I am specifying a NodeInitializationAction for Dataproc as follows:
ClusterConfig clusterConfig = new ClusterConfig();
clusterConfig.setGceClusterConfig(...);
clusterConfig.setMasterConfig(...);
clusterConfig.setWorkerConfig(...);
List<NodeInitializationAction> initActions = new ArrayList<>();
NodeInitializationAction action = new NodeInitializationAction();
action.setExecutableFile("gs://mybucket/myExecutableFile");
initActions.add(action);
clusterConfig.setInitializationActions(initActions);
Then later:
Cluster cluster = new Cluster();
cluster.setProjectId("wide-isotope-147019");
cluster.setConfig(clusterConfig);
cluster.setClusterName("cat");
Then finally, I invoke the dataproc.create operation with the cluster. I can see the cluster being created, but when I ssh into the master machine ("cat-m" in us-central1-f), I see no evidence of the script I specified having been copied over or run.

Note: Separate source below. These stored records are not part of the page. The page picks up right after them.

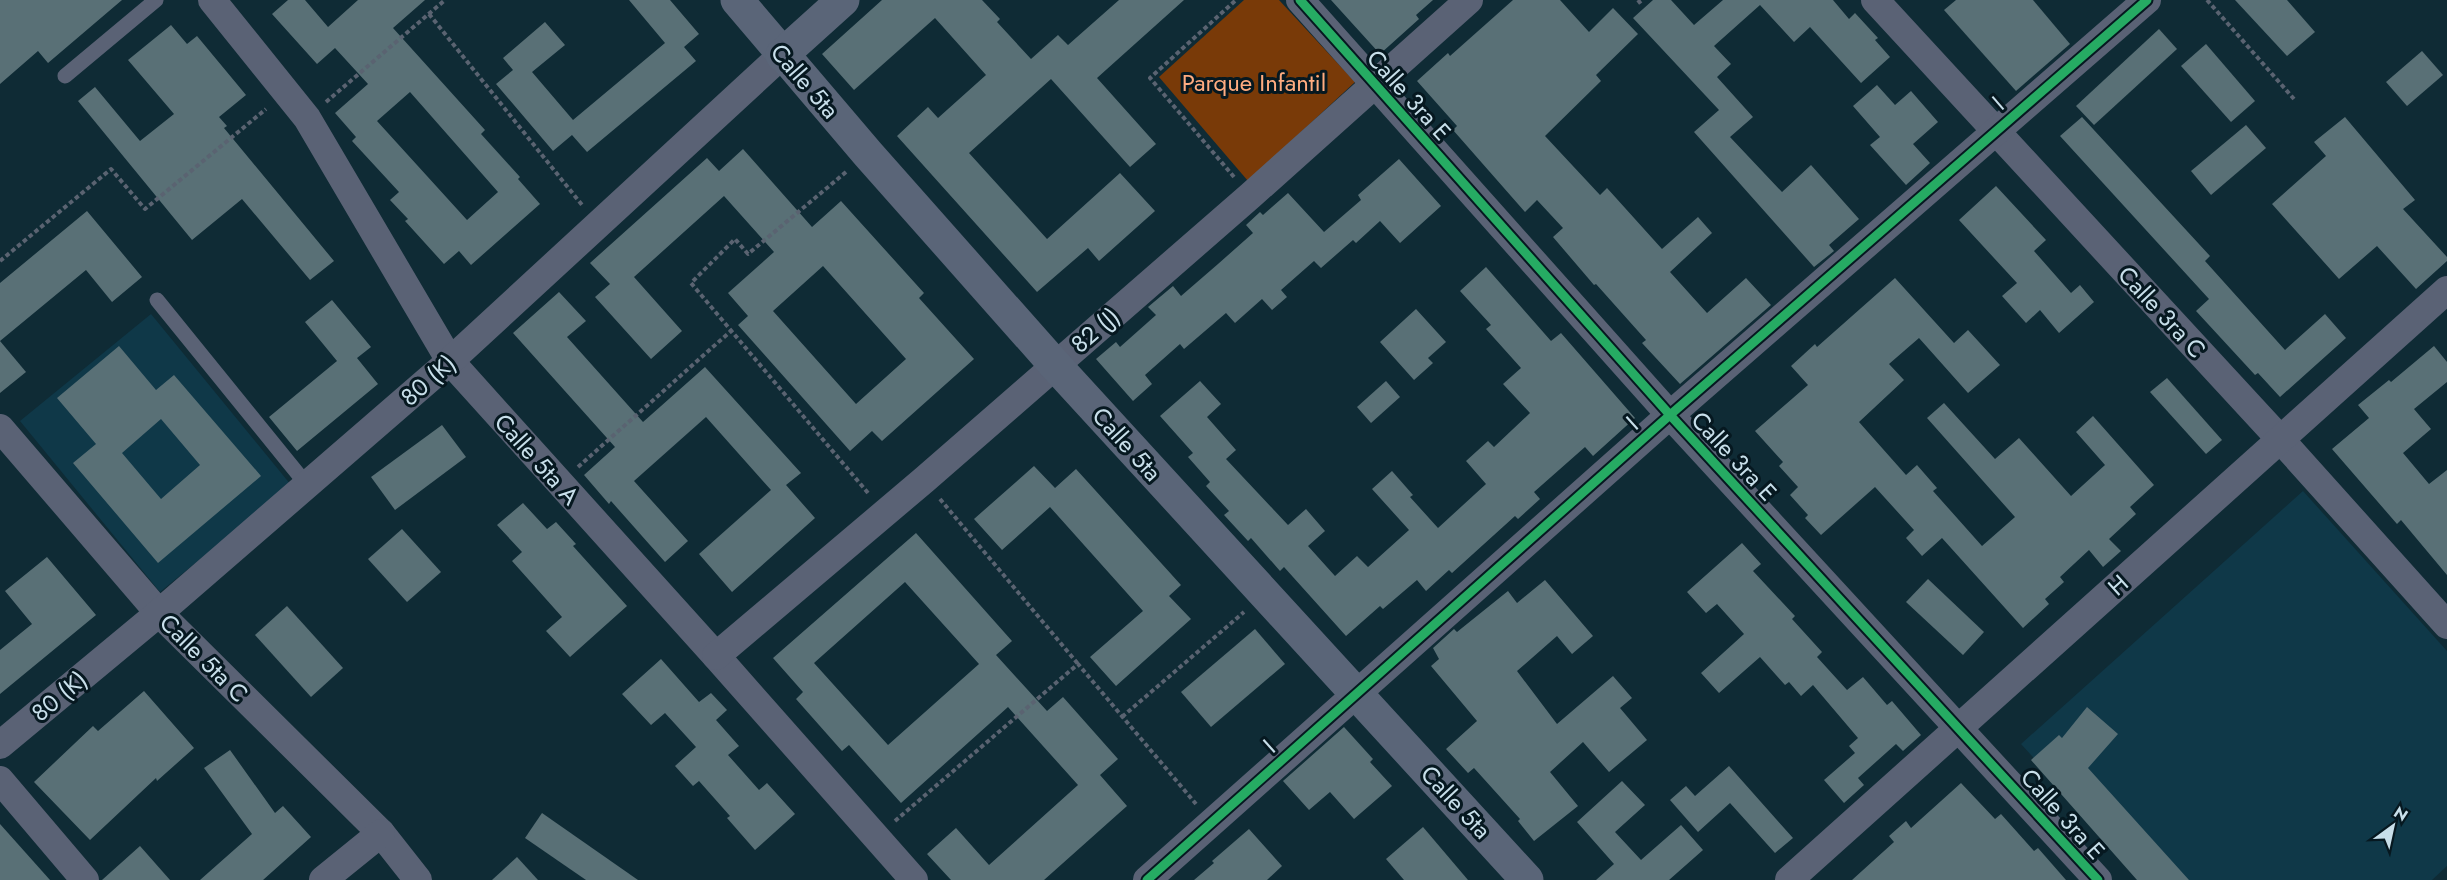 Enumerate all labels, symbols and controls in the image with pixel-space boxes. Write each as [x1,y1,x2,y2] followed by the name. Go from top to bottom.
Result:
[762,36,848,126] street label: Calle 5ta
[1359,42,1459,148] street label: Calle 3ra E
[1182,65,1326,100] park label: Parque Infantil
[1984,88,2012,118] street label: I
[2110,258,2214,366] street label: Calle 3ra C
[1063,299,1127,361] street label: 82 (J)
[393,346,463,414] street label: 80 (K)
[1084,399,1170,489] street label: Calle 5ta
[1683,403,1785,509] street label: Calle 3ra E
[486,405,588,513] street label: Calle 5ta A
[1618,408,1646,438] street label: I
[2100,566,2136,604] street label: H
[152,606,256,710] street label: Calle 5ta C
[24,662,94,730] street label: 80 (K)
[1255,731,1283,761] street label: I
[1413,757,1499,847] street label: Calle 5ta
[2013,761,2113,867] street label: Calle 3ra E
[2363,796,2423,856] north arrow
[2389,801,2412,827] text: N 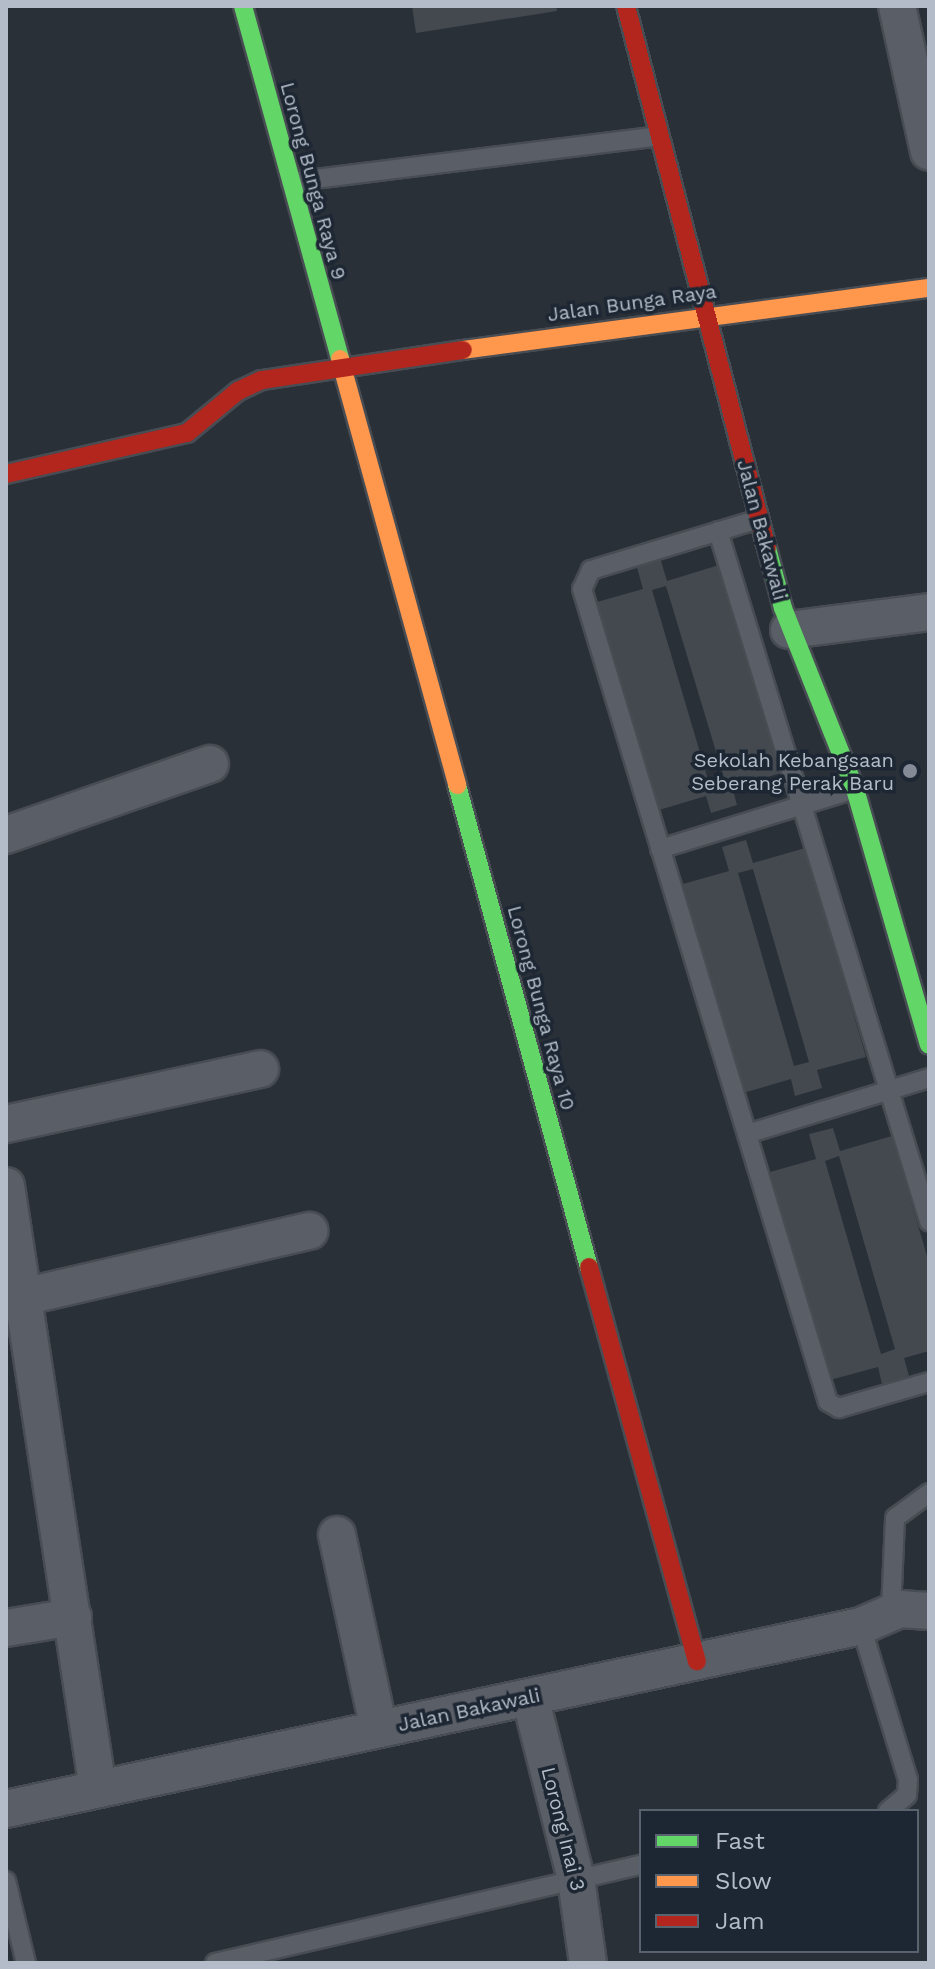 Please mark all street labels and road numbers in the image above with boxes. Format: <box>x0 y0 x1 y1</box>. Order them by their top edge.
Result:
street label: Lorong Bunga Raya 9 <box>275 79 351 283</box>
street label: Jalan Bunga Raya <box>546 279 718 327</box>
street label: Jalan Bakawali <box>732 457 792 603</box>
street label: Lorong Bunga Raya 10 <box>502 902 580 1114</box>
street label: Jalan Bakawali <box>396 1683 542 1737</box>
street label: Lorong Inai 3 <box>536 1765 590 1893</box> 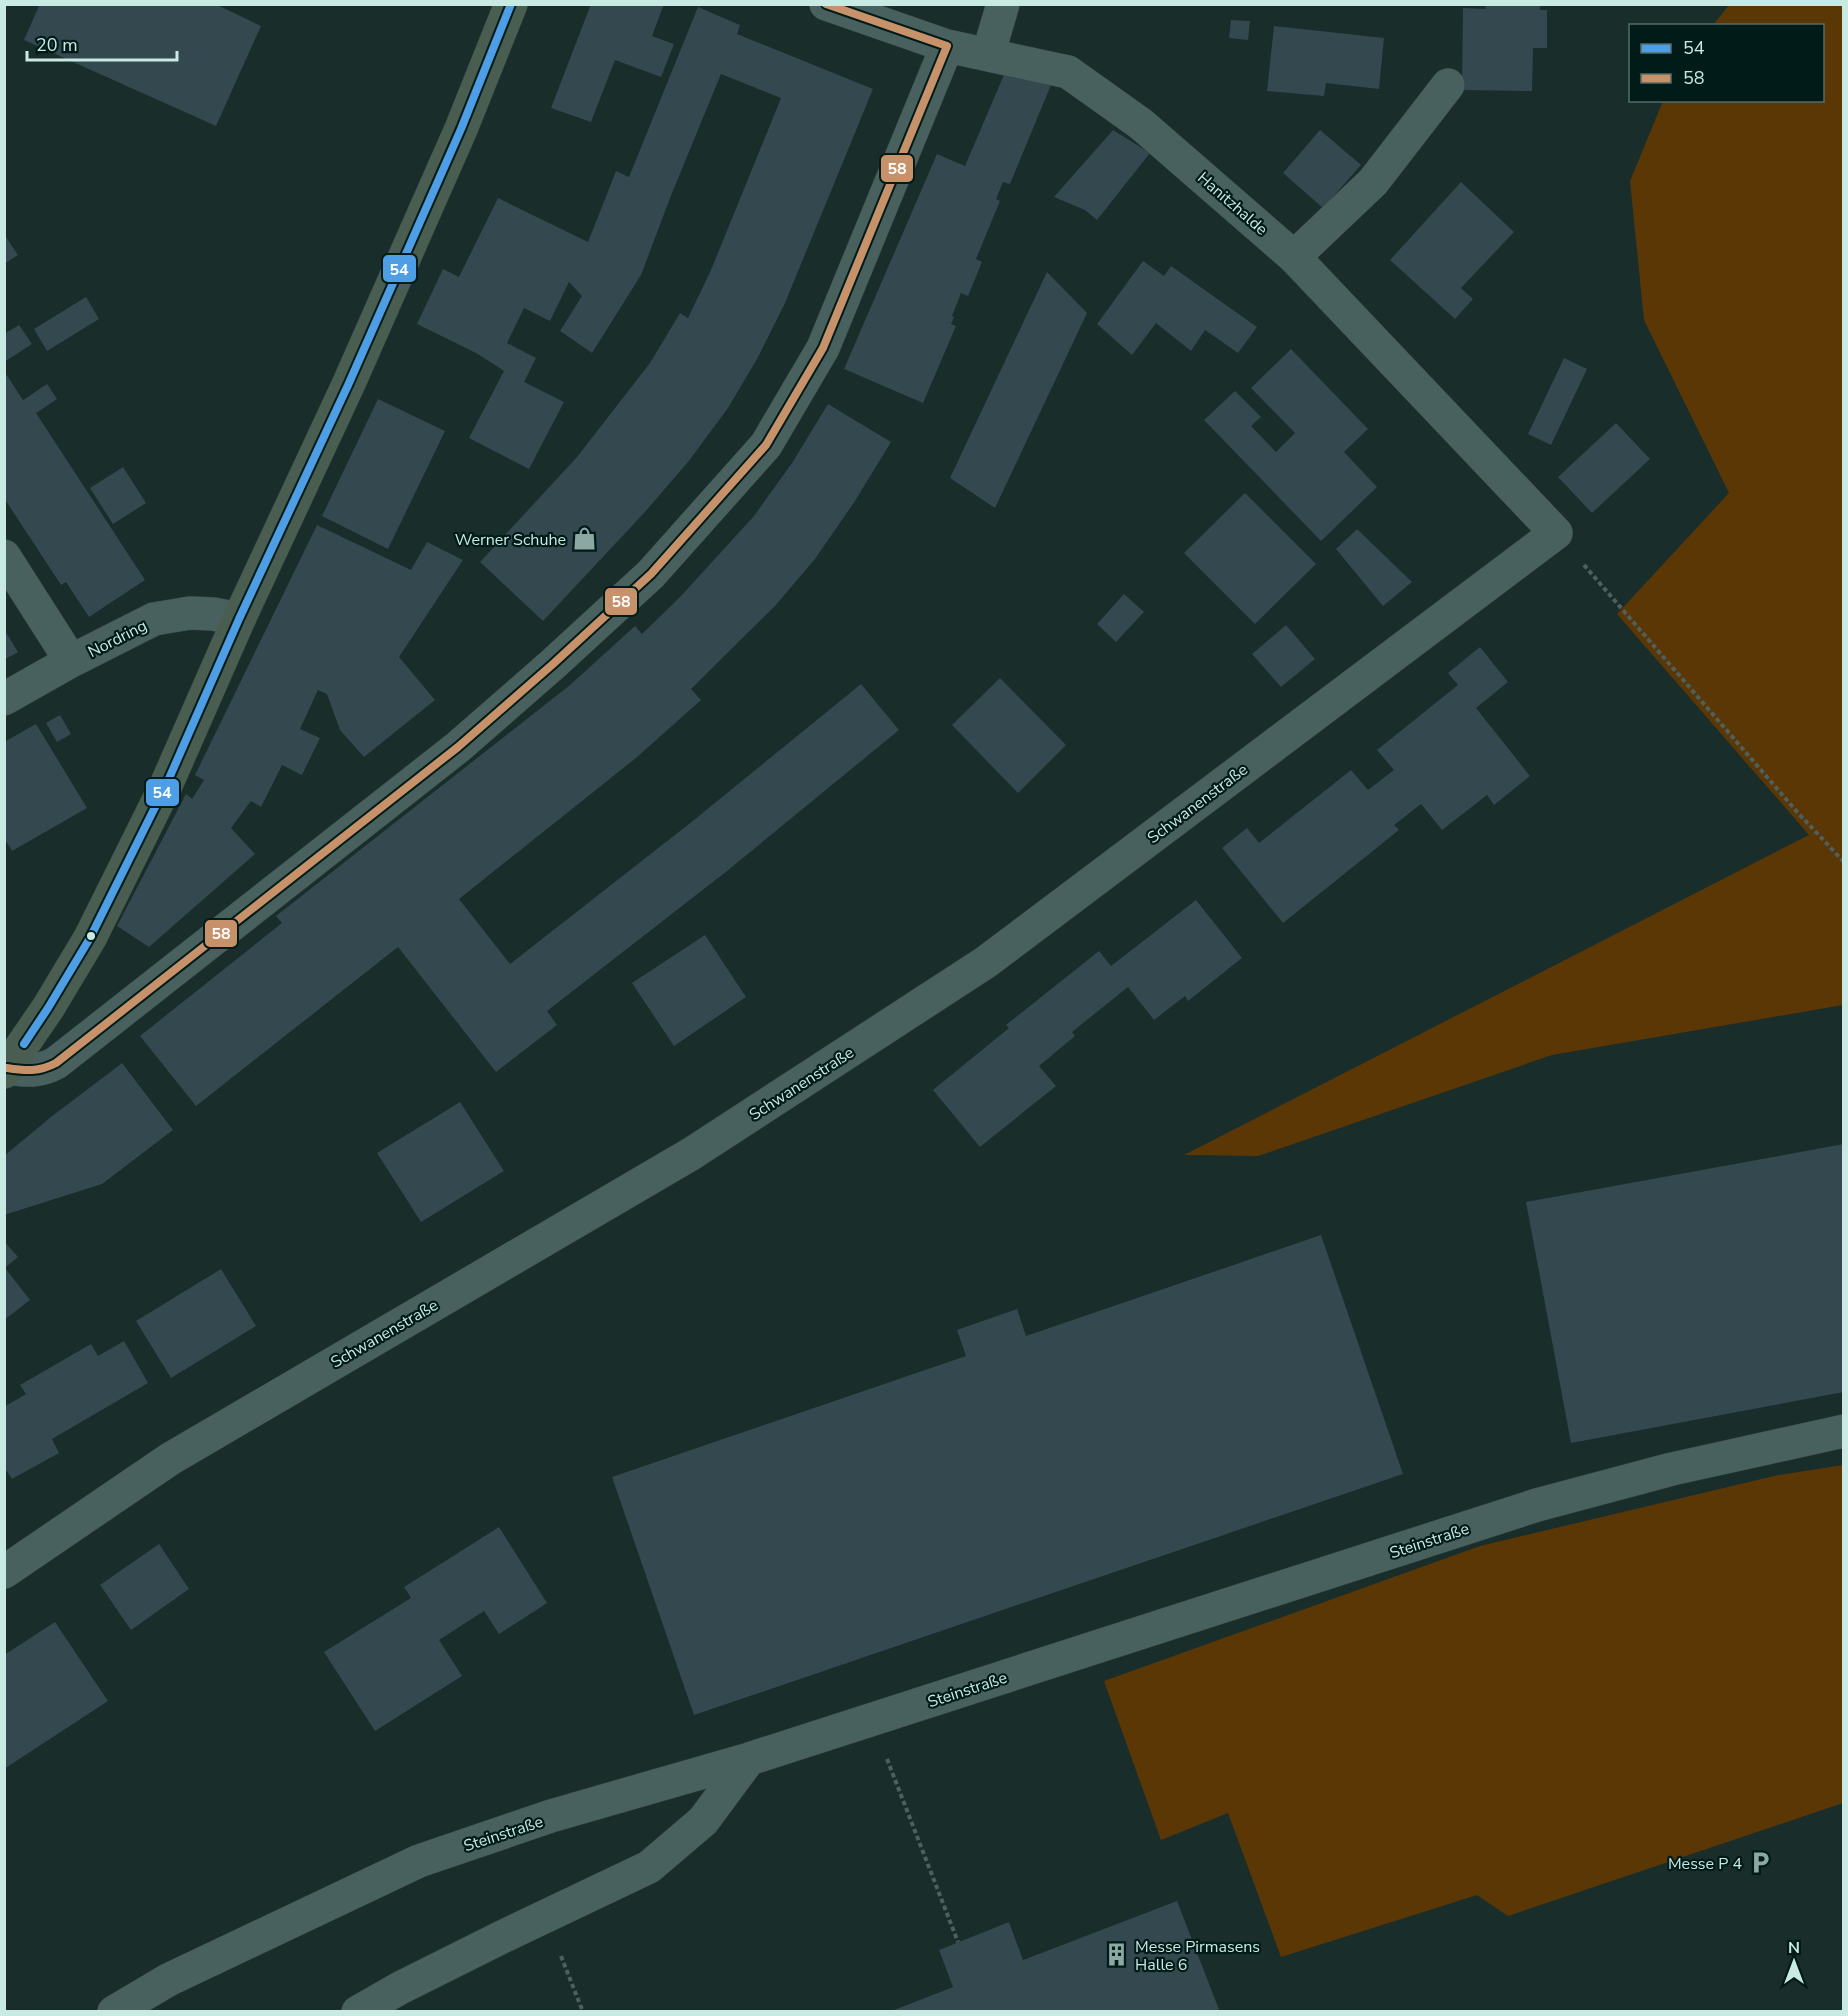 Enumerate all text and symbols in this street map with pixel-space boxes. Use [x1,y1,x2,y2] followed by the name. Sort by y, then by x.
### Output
[27,24,177,62] scale bar
[1629,24,1824,102] legend
[36,33,78,57] text: 20 m
[1683,36,1705,60] text: 54
[1683,66,1705,90] text: 58
[880,154,914,183] line badge: 58
[887,158,907,180] text: 58
[1192,167,1272,240] street label: Hanitzhalde
[382,254,417,283] line badge: 54
[389,259,409,281] text: 54
[571,526,597,552] shop icon: Werner Schuhe
[455,529,566,551] place label: Werner Schuhe
[604,587,638,616] line badge: 58
[611,591,631,613] text: 58
[84,615,151,663] street label: Nordring
[1143,759,1252,849] street label: Schwanenstraße
[145,778,180,807] line badge: 54
[152,782,172,804] text: 54
[204,919,238,948] line badge: 58
[211,923,231,945] text: 58
[85,930,97,942] unlabelled marker
[745,1042,858,1126] street label: Schwanenstraße
[327,1294,442,1373] street label: Schwanenstraße
[1387,1518,1472,1564] street label: Steinstraße
[925,1667,1010,1713] street label: Steinstraße
[461,1811,546,1857] street label: Steinstraße
[1747,1850,1773,1876] parking icon: Messe P 4
[1668,1853,1742,1875] place label: Messe P 4
[1764,1932,1824,1992] north arrow
[1135,1936,1260,1976] place label: Messe Pirmasens Halle 6
[1788,1937,1800,1959] text: N
[1104,1942,1130,1968] building icon: Messe Pirmasens Halle 6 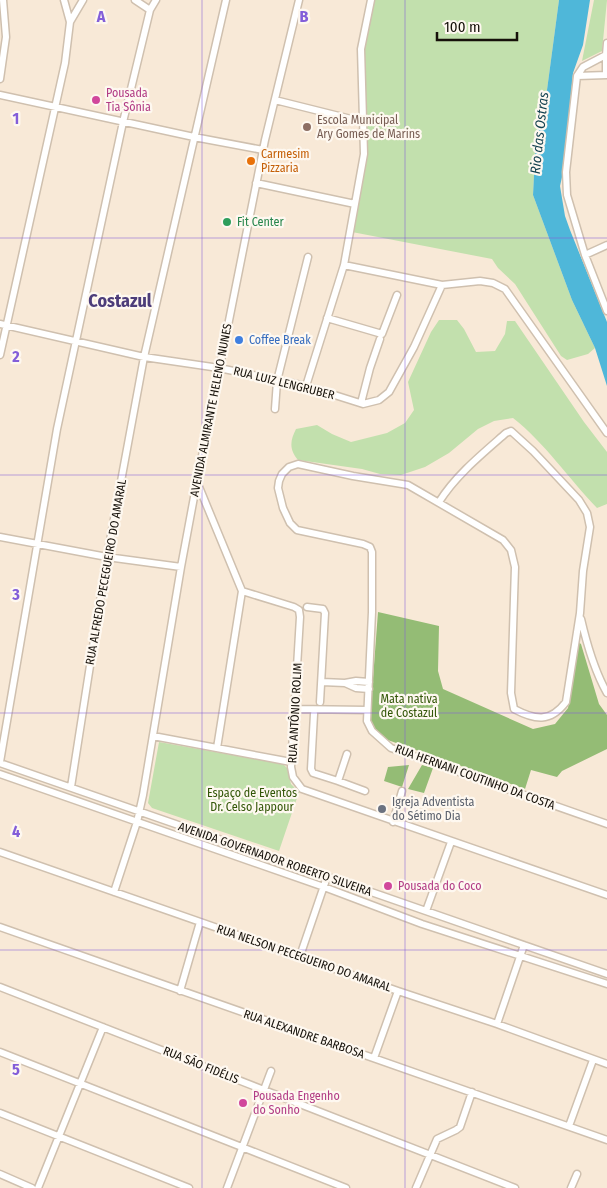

So this leads to my questions:
- What should I expect in terms of evidence? (edit: I found the script itself in /etc/google-dataproc/startup-scripts/dataproc-initialization-script-0).
- Where does the script get invoked from? I know it runs as the user root, but beyond that, I am not sure where to find it. I did not find it in the root directory.
- At what point does the Operation returned from the Create call change from "CREATING" to "RUNNING"? Does this happen before or after the script gets invoked, and does it matter if the exit code of the script is non-zero?
Thanks in advance.